Recursive module graphs

Hopping around a library one-way

Circuits in the import graph

The first thing to note is that usually we'll be talking about a directed graph, but there are certain cases where a Python package doesn't have to adhere to these. One prominent example is forward references (a problem I've encountered when thoroughly type annotating libraries).

See the ForwardRef type, this discussion on SO, the section on them in PEP 484, and PEP 563.

Modules importing each other in Python is known as 'circular' imports (i.e. circuits or cycles in graph theory terminology). As described here the trick I used was to use an if TYPE_CHECKING: statement. It gets ugly though, so let's not dwell any further on it.

A prototype

To demonstrate the import_deps library, I put a single-arg CLI as an entrypoint to a package I generated from py-pkg-cc-template (a cookiecutter package template whose setup I described in the Package templating series).

Its key module is graph.py:

from pathlib import Path

from import_deps import ModuleSet

def get_adjacency_list(path: str) -> dict[str, set[str]]:
    pkg_paths = Path(path).glob('**/*.py')
    module_set = ModuleSet([str(p) for p in pkg_paths])
    d = {
        m: module_set.mod_imports(m)
        for m in sorted(module_set.by_name)
    }
    return d

Which gives output like this (details redacted):

{'foo.__init__': set(),
 'foo.a': set(),
 'foo.bar': {'foo.a',
             'foo.d',
             'foo.utils.j',
             'foo.utils.k'},
 'foo.c': {'foo.fancy_bar'},
 'foo.d': set(),
 'foo.e': {'foo.fancy_bar'},
 'foo.f': {'foo.c'},
 'foo.fancy_bar': {'foo.bar'},
 'foo.g': {'foo.c'},
 'foo.h': {'foo.c'},
 'foo.i': {'foo.c'},
 'foo.utils.__init__': set(),
 'foo.utils.j': set(),
 'foo.utils.k': set()}

This was a code library I was working on (not a traditionally packaged Python package, but essentially treated as one).

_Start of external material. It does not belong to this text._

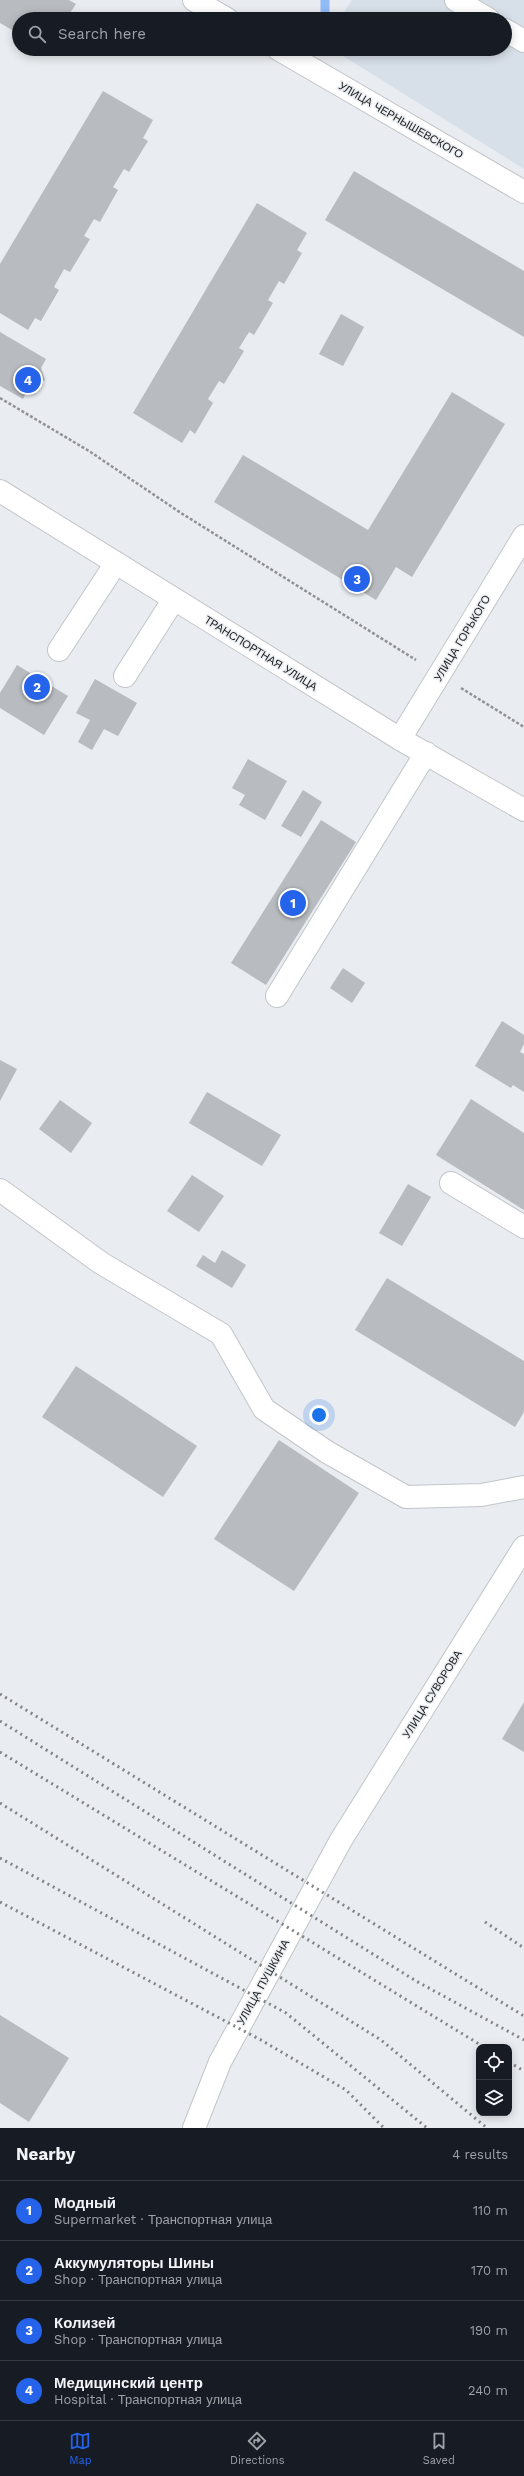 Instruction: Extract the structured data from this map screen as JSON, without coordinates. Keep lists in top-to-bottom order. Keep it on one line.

When I drew out the diagram of the modules on a whiteboard, it was clear to me that bar was provider to many of the other modules, but of these fancy_bar stood out as it was in turn provider to c and e, which meant that the core features (the single letter modules of foo) were being provided by different modules, but all ultimately depended on bar.

In short, this stuck out to me when visualised, and seemed to suggest that bar and fancy_bar should be refactored in a more structured way:

This is an example of where visualising the problem automatically (without manual whiteboarding) could lead me to see the suggested restructuring of the code faster.

Visualisation also made clear that:

Often a standalone node in the graph can indicate work to be done to connect a module up to the rest. It's also important to see the indirect components of modules, for example when wanting to test certain parts of the code in isolation (e.g. without touching deployed resources).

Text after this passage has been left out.